> _Exercise aim_: Gather the lines from the material that contain "transit".

> _Records for processing_:

+---+

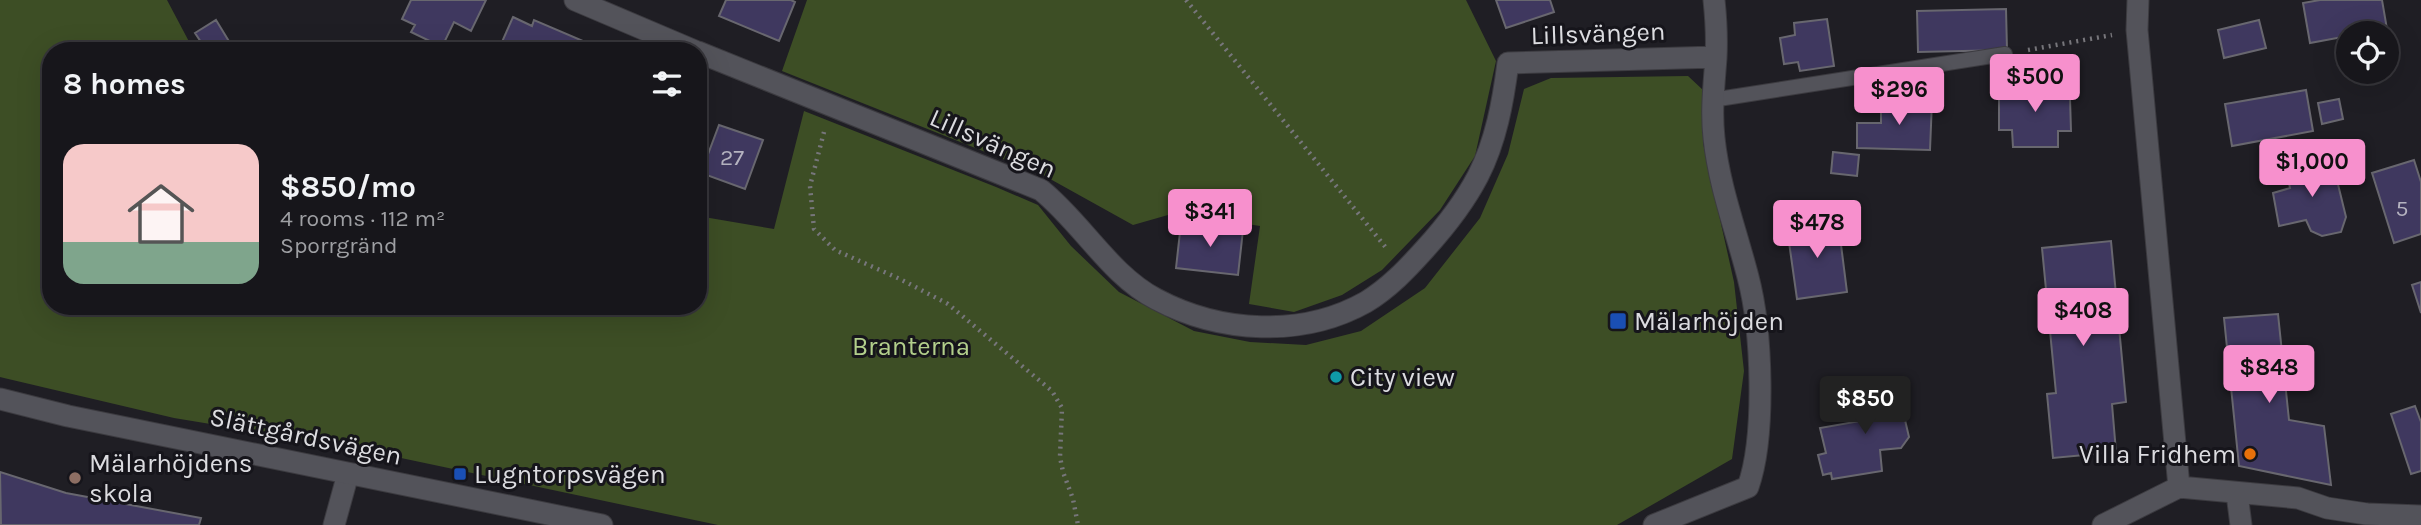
<!DOCTYPE html>
<meta charset="utf-8">
<style>
:root{--surface:#17161b;--page:#242328;--text:#f1f3f6;--muted:#9e9fa3;--line:#36353a;--accent:#f790cd}
body{margin:0;font-family:Karla,sans-serif;background:var(--page);color:var(--text);height:100vh;display:flex;flex-direction:column;font-size:26px;white-space:nowrap}
*{box-sizing:border-box;margin:0}
p{font-size:23px;color:var(--muted)}
.icon{flex:none;width:38px;height:38px;fill:none;stroke:currentColor;stroke-width:2;stroke-linecap:round;stroke-linejoin:round}
.map{position:relative;flex:1;overflow:hidden}
.details{position:absolute;left:42px;top:42px;width:665px;height:273px;display:flex;flex-direction:column;background:var(--surface);border-radius:28px;box-shadow:0 7px 28px #0002,0 0 0 2px var(--line)}
.details>*{flex:none}
.buttons{position:absolute;left:2336px;top:21px;display:grid;gap:14px}
.buttons a{display:grid;place-items:center;width:63px;height:63px;border-radius:50%;background:var(--surface);box-shadow:0 7px 28px #0002,0 0 0 2px var(--line);font-size:35px}
.price{position:absolute;translate:-50% -60px;padding:0 16px;border-radius:7px;background:var(--accent);color:#111;font-size:23px;line-height:46px;filter:drop-shadow(0 2px 4px #0008)}
.price::after{content:'';position:absolute;left:50%;top:42px;width:21px;height:16px;margin-left:-10px;background:inherit;clip-path:polygon(0 0,100% 0,50% 100%)}
.price.active{background:#222;color:#fff}
ul{padding:0;list-style:none}
li{display:flex;align-items:center;gap:21px;height:175px;padding:0 21px}
li span{display:grid;place-items:center;flex:none;width:196px;height:140px;border-radius:21px;color:#555}
li>.icon{margin-inline-start:auto}
span .icon{width:84px;height:84px;fill:#fffc;stroke-width:1}
li b{font-size:30px}
h2{display:flex;justify-content:space-between;align-items:center;height:84px;padding:0 21px;font-size:30px}
.map>svg:first-child{display:block}
.forest{fill:#3d4e25}
.building{fill:#3f385f;stroke:#68676f;stroke-width:2}
.lines{fill:none;stroke-linecap:round;stroke-linejoin:round}
.lane-casing{stroke:#3c3b40;stroke-width:16}
.street-casing{stroke:#3c3b40;stroke-width:23}
.secondary-casing{stroke:#3c3b40;stroke-width:23}
.path{stroke:#77767b;stroke-width:4.5;stroke-dasharray:2 5;stroke-linecap:butt}
.lane{stroke:#53535a;stroke-width:14}
.street{stroke:#53535a;stroke-width:21}
.secondary{stroke:#53535a;stroke-width:21}
.transit-dot{fill:#1a4fb4;stroke:#16151b;stroke-width:2.5}
.culture-dot{fill:#0f9aa8;stroke:#16151b;stroke-width:2.5}
.food-dot{fill:#e8710a;stroke:#16151b;stroke-width:2.5}
.education-dot{fill:#8d6e63;stroke:#16151b;stroke-width:2.5}
.labels{text-anchor:middle;stroke-width:6;stroke-linejoin:round;paint-order:stroke}
.number-label{font-size:23px;fill:#b5b3c0}
.street-label{font-size:26px;fill:#dcdce0;stroke:#16151b}
.poi-label{font-size:26px;fill:#dcdce0;stroke:#16151b;text-anchor:start}
.park-label{font-size:26px;fill:#b2cf8b;stroke:#16151b}
</style>
<div class="map">
<svg width="2421" height="525" viewBox="0 0 2421 525">
<rect width="100%" height="100%" fill="#1f1e24"/>
<path class="forest" d="M 0,0 L 167,0 L 194,51 L 51,51 L 51,306 L 698,306 L 698,216 L 774,229 L 804,111 L 996,187 L 1038,205 L 1071,246 L 1119,292 L 1194,331 L 1250,342 L 1306,345 L 1361,331 L 1425,288 L 1480,218 L 1508,154 L 1524,89 L 1551,78 L 1688,76 L 1703,90 L 1703,143 L 1734,282 L 1744,371 L 1732,459 L 1617,525 L 718,525 L 349,447 L 174,418 L 4,378 L 0,377 Z
M 807,0 L 1466,0 L 1496,61 L 1475,156 L 1440,210 L 1382,270 L 1342,295 L 1294,312 L 1249,304 L 1260,226 L 1175,213 L 1133,225 L 1043,175 L 782,71 Z"/>
<path class="building" d="M 411,0 L 486,0 L 471,31 L 454,22 L 442,47 L 411,32 L 415,25 L 402,19 Z
M 726,0 L 791,0 L 795,2 L 779,41 L 719,16 Z
M 1496,0 L 1550,0 L 1554,12 L 1506,28 Z
M 2320,0 L 2382,0 L 2387,29 L 2348,33 L 2348,36 L 2310,43 L 2303,3 Z
M 2006,9 L 2007,50 L 1918,52 L 1917,11 Z
M 513,17 L 532,26 L 534,20 L 583,41 L 578,51 L 498,51 Z
M 1827,19 L 1834,66 L 1800,71 L 1798,62 L 1784,64 L 1780,38 L 1795,35 L 1794,23 Z
M 216,20 L 230,43 L 217,51 L 207,51 L 195,33 Z
M 2259,20 L 2266,48 L 2224,58 L 2218,30 Z
M 2013,79 L 2056,79 L 2057,98 L 2070,98 L 2071,131 L 2058,131 L 2058,147 L 2013,147 L 2012,130 L 1999,130 L 1999,99 L 2013,99 Z
M 2306,90 L 2313,131 L 2232,146 L 2225,104 Z
M 2339,99 L 2343,119 L 2322,124 L 2318,103 Z
M 1881,100 L 1932,101 L 1930,150 L 1857,148 L 1857,123 L 1881,123 Z
M 719,125 L 763,140 L 745,189 L 701,173 Z
M 1833,152 L 1859,155 L 1857,176 L 1831,173 Z
M 2332,160 L 2346,217 L 2341,232 L 2322,236 L 2311,231 L 2306,220 L 2279,226 L 2273,193 L 2290,188 L 2286,168 Z
M 2414,160 L 2421,182 L 2421,234 L 2394,243 L 2372,173 Z
M 1838,221 L 1847,292 L 1797,299 L 1787,228 Z
M 1181,223 L 1243,230 L 1238,275 L 1176,268 Z
M 2111,241 L 2126,402 L 2112,404 L 2116,452 L 2053,458 L 2047,394 L 2056,393 L 2042,248 Z
M 2421,282 L 2421,313 L 2412,285 Z
M 2278,314 L 2289,420 L 2324,426 L 2331,485 L 2239,466 L 2224,318 Z
M 1897,386 L 1909,437 L 1901,448 L 1880,450 L 1882,471 L 1832,479 L 1831,473 L 1823,475 L 1818,455 L 1826,453 L 1820,428 L 1866,420 L 1860,391 Z
M 2415,406 L 2421,422 L 2421,471 L 2411,474 L 2391,414 Z
M 0,472 L 66,493 L 201,518 L 199,525 L 1,525 Z"/>
<g class="lines">
<defs>
<path id="lane" d="M 1712,100 L 2005,54"/>
<path id="street" d="M 575,0 L 695,51
M 2138,0 L 2137,30 L 2179,487
M 698,52 L 1041,190 C 1082,223 1110,275 1156,299 C 1220,333 1302,338 1366,302 C 1389,288 1407,269 1425,249 C 1445,227 1464,203 1478,176 C 1496,141 1503,102 1508,63 L 1716,57
M 2179,487 L 2298,498 L 2327,508 L 2367,514 L 2421,516
M 2237,494 L 2241,525
M 334,525 L 348,474
M 1654,525 L 1748,487 C 1766,436 1762,330 1748,277 C 1736,230 1719,186 1714,138 C 1711,111 1714,85 1716,58 C 1717,39 1716,19 1714,0
M 2103,525 L 2179,487"/>
<path id="secondary" d="M 0,399 L 68,416 L 602,525"/>
</defs>
<use href="#lane" class="lane-casing"/>
<use href="#street" class="street-casing"/>
<use href="#secondary" class="secondary-casing"/>
<path class="path" d="M 1186,0 L 1387,249
M 2028,50 L 2112,35
M 824,132 L 810,186 L 814,229 L 835,250 L 900,279 L 948,304 L 1052,391 L 1062,408 L 1060,457 L 1063,472 L 1073,499 L 1078,525"/>
<use href="#lane" class="lane"/>
<use href="#street" class="street"/>
<use href="#secondary" class="secondary"/>
</g>
<g class="transit-dot">
<rect x="1609" y="312" width="18" height="18" rx="3.5"/>
<rect x="453" y="467" width="14" height="14" rx="3.5"/>
</g>
<circle class="culture-dot" cx="1336" cy="377" r="7"/>
<circle class="food-dot" cx="2250" cy="454" r="7"/>
<circle class="education-dot" cx="75" cy="478" r="7"/>
<g class="labels">
<g class="number-label">
<text x="732" y="165">27</text>
<text x="2402" y="216">5</text>
</g>
<g class="street-label">
<text transform="translate(1598 33) rotate(-2)" y="9">Lillsvängen</text>
<text transform="translate(993 143) rotate(24)" y="9">Lillsvängen</text>
<text transform="translate(306 436) rotate(12)" y="9">Slättgårdsvägen</text>
</g>
<g class="poi-label">
<text x="1634" y="330">Mälarhöjden</text>
<text x="1350" y="386">City view</text>
<text x="2236" y="463" text-anchor="end">Villa Fridhem</text>
<text x="89" y="472">Mälarhöjdens<tspan x="89" dy="30">skola</tspan></text>
<text x="474" y="483">Lugntorpsvägen</text>
</g>
<g class="park-label">
<text x="911" y="355">Branterna</text>
</g>
</g>
</svg>
<div class="buttons">
<a><svg class="icon" aria-label="locate" viewBox="0 0 24 24"><circle cx="12" cy="12" r="6"/><path d="M12 2v4M12 18v4M2 12h4M18 12h4"/></svg></a>
</div>
<b class="price" style="left:2035px;top:114px">$500</b>
<b class="price" style="left:1899px;top:127px">$296</b>
<b class="price" style="left:2312px;top:199px">$1,000</b>
<b class="price" style="left:1210px;top:249px">$341</b>
<b class="price" style="left:1817px;top:260px">$478</b>
<b class="price" style="left:2083px;top:348px">$408</b>
<b class="price" style="left:2269px;top:405px">$848</b>
<b class="price active" style="left:1865px;top:436px">$850</b>
<section class="details">
<h2>8 homes<svg class="icon" aria-label="filters" viewBox="0 0 24 24"><path d="M4 7h16M4 17h16"/><circle cx="9" cy="7" r="2"/><circle cx="15" cy="17" r="2"/></svg></h2>
<ul>
<li><span style="background:linear-gradient(#f6c9c9 70%,#7fa58c 0)"><svg class="icon" aria-label="home" viewBox="0 0 24 24"><path d="M3 11l9-7 9 7M6 9v11h12V9"/></svg></span><div><b>$850/mo</b><p>4 rooms · 112 m²</p><p>Sporrgränd</p></div></li>
</ul>
</section>
</div>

+---+

> _Task response_:
.transit-dot{fill:#1a4fb4;stroke:#16151b;stroke-width:2.5}
<g class="transit-dot">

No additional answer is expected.